Of course, earlier, he had phoned. “Be at Arcobaleno [the cinema in Viale Tunisia] at 7.30. We’re going to see Alice in Wonderland”. I had, previously decided that, when he phoned or came on line I would tell him that I was going to bed very early tonight. Of course, when he actually phones, I say “OK, I’ll be there”.
And I don’t regret that. Nor am I sorry that he spent the night at mine last night and the several times I woke up with him spooning me, all warm and comfortable and nice and reassuring. OK so I got to bed after 11 but I’m not seeing him tonight (he’s going to the theatre with some friends) and so I think that this will be almost the last night (before he goes away for a whole week) and I need to have him close to me. It’s my need but I think it’s also his. I mean, if I was really keeping him awake he wouldn’t come, right? Well, I’m sure he wouldn’t. Or, is his need to be with me the same as mine to be with him? Hmmm. Maybe.

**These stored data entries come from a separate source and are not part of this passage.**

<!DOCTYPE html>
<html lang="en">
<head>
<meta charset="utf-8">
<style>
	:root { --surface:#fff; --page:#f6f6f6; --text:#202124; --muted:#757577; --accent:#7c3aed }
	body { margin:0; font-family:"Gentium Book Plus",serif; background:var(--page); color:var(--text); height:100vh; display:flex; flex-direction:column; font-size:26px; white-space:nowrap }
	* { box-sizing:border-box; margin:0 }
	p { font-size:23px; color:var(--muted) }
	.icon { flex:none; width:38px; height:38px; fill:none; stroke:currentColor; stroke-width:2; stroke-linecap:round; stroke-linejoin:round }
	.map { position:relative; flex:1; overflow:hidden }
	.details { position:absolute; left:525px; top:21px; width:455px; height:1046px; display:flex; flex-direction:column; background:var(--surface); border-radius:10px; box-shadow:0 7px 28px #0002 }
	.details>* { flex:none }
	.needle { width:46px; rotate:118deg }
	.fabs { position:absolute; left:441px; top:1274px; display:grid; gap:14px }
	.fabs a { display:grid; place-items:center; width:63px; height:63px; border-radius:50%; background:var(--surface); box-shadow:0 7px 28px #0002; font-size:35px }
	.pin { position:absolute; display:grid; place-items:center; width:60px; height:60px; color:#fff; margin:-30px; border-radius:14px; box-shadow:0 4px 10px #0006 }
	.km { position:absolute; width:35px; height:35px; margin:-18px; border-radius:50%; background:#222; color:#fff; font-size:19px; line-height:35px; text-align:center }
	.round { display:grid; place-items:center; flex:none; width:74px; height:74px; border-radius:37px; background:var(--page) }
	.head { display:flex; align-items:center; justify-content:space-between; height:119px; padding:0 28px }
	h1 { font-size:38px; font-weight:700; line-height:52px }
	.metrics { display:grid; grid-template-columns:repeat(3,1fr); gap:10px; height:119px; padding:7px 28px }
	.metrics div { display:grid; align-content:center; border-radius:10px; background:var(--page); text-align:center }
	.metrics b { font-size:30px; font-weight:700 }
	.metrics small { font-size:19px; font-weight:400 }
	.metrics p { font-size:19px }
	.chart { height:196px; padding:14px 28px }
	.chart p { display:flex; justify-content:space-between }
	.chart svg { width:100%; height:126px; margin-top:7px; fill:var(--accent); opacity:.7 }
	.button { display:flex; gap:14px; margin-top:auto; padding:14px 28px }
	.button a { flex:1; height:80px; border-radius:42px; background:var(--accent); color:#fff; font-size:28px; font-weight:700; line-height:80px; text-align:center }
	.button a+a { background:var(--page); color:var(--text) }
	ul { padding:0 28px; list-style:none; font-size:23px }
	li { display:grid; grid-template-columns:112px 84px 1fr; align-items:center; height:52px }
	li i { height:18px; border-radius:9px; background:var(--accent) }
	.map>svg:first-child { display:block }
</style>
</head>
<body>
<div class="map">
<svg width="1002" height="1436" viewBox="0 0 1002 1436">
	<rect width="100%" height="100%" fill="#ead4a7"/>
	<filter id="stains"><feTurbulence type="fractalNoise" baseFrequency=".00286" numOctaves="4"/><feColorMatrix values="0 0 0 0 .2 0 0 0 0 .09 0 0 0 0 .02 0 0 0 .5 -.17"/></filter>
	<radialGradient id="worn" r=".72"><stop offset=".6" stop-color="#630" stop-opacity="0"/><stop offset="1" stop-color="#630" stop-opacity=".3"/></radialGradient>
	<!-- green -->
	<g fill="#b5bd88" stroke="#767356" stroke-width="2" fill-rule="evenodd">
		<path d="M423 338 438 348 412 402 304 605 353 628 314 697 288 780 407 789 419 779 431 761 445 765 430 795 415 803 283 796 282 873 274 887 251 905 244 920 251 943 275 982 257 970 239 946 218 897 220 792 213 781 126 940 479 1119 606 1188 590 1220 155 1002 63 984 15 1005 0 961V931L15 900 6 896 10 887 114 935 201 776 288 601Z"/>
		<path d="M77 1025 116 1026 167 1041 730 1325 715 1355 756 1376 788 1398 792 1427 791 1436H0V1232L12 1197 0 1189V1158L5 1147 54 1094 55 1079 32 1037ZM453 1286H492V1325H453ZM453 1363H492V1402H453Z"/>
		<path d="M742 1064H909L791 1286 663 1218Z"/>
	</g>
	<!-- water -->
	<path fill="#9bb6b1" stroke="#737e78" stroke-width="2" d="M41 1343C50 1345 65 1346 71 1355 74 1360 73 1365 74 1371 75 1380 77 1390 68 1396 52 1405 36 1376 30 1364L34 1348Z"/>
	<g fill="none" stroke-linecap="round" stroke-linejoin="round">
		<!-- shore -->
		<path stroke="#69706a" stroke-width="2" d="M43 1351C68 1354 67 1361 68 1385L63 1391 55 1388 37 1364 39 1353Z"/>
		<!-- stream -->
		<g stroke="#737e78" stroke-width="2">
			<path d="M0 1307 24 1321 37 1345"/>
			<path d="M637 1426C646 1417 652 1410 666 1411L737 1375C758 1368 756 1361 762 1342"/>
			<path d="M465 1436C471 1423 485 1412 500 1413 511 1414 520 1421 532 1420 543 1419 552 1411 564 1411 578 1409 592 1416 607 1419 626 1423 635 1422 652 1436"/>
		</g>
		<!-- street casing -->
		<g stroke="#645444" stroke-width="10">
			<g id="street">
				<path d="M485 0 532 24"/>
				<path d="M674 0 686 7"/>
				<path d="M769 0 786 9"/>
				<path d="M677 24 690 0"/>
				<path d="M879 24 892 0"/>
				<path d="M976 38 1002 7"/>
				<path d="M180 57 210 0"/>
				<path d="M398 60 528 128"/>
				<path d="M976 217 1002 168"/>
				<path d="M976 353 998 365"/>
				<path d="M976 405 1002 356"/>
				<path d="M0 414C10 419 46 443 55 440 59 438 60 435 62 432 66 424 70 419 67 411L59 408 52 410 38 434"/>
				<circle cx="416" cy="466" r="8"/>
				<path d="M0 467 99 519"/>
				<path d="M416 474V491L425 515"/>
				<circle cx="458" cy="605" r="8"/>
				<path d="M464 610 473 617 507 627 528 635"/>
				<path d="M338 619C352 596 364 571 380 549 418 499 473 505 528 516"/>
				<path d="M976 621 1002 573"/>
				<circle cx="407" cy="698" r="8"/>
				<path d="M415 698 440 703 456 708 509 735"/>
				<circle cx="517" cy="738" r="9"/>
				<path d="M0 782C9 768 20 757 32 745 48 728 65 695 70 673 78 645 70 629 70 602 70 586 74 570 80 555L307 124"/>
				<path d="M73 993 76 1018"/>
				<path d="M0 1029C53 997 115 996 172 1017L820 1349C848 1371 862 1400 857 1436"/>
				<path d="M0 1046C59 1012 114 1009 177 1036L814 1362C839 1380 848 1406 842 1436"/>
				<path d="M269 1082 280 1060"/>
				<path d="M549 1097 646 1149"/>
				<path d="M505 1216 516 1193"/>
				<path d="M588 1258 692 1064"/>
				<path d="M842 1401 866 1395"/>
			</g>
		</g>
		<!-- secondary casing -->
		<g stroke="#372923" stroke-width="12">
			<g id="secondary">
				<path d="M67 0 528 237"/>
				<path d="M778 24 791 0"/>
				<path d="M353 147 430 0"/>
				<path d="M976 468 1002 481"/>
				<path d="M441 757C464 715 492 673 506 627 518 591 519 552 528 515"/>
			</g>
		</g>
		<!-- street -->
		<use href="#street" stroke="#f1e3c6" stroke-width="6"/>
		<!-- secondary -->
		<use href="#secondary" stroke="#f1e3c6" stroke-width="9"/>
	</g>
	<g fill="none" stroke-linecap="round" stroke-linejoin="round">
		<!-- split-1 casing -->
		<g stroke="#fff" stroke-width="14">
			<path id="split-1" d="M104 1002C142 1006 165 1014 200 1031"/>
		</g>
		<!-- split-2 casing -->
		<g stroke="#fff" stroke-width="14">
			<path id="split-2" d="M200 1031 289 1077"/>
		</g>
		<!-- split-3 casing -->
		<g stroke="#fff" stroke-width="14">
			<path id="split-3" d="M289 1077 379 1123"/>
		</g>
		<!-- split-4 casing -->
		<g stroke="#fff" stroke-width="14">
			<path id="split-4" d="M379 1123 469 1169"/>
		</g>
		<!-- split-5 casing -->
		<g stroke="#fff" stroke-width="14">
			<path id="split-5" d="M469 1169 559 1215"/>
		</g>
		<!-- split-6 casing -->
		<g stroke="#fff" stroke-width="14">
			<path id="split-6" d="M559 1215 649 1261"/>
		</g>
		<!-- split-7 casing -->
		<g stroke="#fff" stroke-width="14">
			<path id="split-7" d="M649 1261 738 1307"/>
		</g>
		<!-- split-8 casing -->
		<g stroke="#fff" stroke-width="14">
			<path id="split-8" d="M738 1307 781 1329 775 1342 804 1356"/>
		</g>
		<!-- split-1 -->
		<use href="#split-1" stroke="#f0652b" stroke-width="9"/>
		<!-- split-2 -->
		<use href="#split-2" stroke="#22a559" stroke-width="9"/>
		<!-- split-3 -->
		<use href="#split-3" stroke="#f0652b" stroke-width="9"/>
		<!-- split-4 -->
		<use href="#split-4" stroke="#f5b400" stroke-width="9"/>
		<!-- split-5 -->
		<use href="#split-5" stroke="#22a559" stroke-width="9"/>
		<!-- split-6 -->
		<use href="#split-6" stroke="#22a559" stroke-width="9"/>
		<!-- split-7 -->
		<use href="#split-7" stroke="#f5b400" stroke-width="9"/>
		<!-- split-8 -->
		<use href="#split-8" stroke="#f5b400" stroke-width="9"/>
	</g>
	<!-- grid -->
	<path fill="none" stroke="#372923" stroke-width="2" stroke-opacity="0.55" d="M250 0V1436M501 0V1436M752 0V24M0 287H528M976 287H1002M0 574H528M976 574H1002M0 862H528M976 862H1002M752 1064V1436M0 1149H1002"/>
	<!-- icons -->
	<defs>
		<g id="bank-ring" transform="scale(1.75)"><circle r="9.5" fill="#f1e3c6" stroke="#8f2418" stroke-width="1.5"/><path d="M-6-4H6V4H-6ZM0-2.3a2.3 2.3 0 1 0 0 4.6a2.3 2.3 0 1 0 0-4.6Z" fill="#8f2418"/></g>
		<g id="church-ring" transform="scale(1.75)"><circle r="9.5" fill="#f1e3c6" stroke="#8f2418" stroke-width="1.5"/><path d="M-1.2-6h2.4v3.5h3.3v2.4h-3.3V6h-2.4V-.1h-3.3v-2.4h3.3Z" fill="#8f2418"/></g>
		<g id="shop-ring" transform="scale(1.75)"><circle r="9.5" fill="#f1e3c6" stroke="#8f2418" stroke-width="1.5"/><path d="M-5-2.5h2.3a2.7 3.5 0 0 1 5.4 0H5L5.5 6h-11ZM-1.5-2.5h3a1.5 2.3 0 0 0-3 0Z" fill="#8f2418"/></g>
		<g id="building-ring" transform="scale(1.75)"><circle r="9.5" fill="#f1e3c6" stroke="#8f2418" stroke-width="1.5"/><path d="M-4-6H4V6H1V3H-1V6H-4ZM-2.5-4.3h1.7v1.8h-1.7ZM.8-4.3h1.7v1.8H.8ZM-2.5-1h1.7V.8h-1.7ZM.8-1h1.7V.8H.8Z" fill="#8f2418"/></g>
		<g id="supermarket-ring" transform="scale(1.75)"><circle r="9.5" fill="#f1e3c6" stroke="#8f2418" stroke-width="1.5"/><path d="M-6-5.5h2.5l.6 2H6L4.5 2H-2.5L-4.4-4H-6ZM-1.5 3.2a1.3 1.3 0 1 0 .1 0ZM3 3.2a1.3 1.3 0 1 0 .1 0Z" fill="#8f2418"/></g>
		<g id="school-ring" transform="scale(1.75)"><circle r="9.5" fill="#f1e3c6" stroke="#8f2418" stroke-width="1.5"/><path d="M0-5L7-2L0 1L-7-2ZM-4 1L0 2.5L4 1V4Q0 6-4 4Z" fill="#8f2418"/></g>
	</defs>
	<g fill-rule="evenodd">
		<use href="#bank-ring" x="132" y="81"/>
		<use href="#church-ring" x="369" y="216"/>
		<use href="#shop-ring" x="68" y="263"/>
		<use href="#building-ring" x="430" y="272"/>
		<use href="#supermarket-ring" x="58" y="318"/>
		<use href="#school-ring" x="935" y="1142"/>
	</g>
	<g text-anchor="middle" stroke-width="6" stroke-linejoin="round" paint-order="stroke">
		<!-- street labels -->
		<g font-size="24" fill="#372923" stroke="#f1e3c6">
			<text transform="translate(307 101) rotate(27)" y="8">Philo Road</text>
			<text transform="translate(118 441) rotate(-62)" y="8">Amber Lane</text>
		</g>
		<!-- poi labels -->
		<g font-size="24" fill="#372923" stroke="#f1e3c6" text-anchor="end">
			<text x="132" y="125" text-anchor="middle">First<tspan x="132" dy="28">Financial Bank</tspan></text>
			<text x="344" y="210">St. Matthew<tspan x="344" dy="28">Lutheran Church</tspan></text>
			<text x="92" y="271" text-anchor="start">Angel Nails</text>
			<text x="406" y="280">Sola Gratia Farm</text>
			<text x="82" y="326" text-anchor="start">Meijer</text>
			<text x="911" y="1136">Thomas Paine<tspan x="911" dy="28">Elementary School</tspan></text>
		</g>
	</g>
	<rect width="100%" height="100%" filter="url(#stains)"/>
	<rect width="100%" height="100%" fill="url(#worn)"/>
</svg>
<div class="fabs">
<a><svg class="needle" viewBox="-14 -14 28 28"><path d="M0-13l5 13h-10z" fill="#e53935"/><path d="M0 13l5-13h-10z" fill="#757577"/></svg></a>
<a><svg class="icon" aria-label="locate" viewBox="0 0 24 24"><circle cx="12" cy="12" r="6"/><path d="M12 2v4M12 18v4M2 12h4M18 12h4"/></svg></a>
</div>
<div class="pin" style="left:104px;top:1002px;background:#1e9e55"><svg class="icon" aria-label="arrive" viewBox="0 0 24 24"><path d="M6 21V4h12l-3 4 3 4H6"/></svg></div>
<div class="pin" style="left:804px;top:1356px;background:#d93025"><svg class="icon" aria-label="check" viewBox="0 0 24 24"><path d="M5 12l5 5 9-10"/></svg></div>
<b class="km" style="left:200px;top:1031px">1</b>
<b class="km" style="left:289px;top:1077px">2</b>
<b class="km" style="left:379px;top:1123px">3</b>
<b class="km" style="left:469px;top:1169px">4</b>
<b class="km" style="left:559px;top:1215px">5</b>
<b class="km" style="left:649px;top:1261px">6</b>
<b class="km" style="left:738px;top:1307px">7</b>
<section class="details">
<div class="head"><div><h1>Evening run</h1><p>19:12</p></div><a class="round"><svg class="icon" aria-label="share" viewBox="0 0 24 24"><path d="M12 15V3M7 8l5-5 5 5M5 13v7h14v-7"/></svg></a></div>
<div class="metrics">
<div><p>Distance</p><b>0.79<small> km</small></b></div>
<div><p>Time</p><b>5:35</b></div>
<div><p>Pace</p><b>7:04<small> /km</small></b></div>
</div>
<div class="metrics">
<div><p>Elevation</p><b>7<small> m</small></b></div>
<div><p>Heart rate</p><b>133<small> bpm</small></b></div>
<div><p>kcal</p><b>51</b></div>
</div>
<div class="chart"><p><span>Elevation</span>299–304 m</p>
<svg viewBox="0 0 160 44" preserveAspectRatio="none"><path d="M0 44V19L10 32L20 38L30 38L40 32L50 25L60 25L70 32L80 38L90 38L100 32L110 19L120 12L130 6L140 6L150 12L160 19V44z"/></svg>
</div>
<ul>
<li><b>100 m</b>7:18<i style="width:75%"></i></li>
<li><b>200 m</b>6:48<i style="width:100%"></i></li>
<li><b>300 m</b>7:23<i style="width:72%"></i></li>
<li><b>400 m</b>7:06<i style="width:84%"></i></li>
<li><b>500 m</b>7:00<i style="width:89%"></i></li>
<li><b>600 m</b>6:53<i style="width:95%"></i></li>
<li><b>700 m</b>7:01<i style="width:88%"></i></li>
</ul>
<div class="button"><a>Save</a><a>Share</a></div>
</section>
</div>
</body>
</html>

And the reason we went to Alice In Wonderland was because his colleague got us tickets. F & I went for a beer first at one of the gay bars (Mono) nearby. Then met up with his colleague and her husband and son in front of the cinema. OK, it is a good film but Tim Burton is in danger of getting a bit ‘samey’. But I need to see it in English as I missed some of the (probably) more subtle bits of the film. The 3-D effects were good in parts (the smoke, falling leaves, flying things – where they really seemed to be coming out of the screen) but the rest was not really necessary and didn’t really add anything to the film. I wonder if the cost of making the film in 3-D will outweigh the returns and it will have a short shelf-life?
Anyway, back to the purpose of this post, which is to say that, in spite of my logical, calculating side knowing that I should say no, when I speak to him or am with him, it’s impossible to do anything other than agree to whatever he suggests. It kinda makes me angry (with myself) but then, again, I think- why not? After all, we only get the one life and fighting against the tide is pointless when, in reality, you just want to go with the flow
And, it’s not as if he is fighting against it that much either!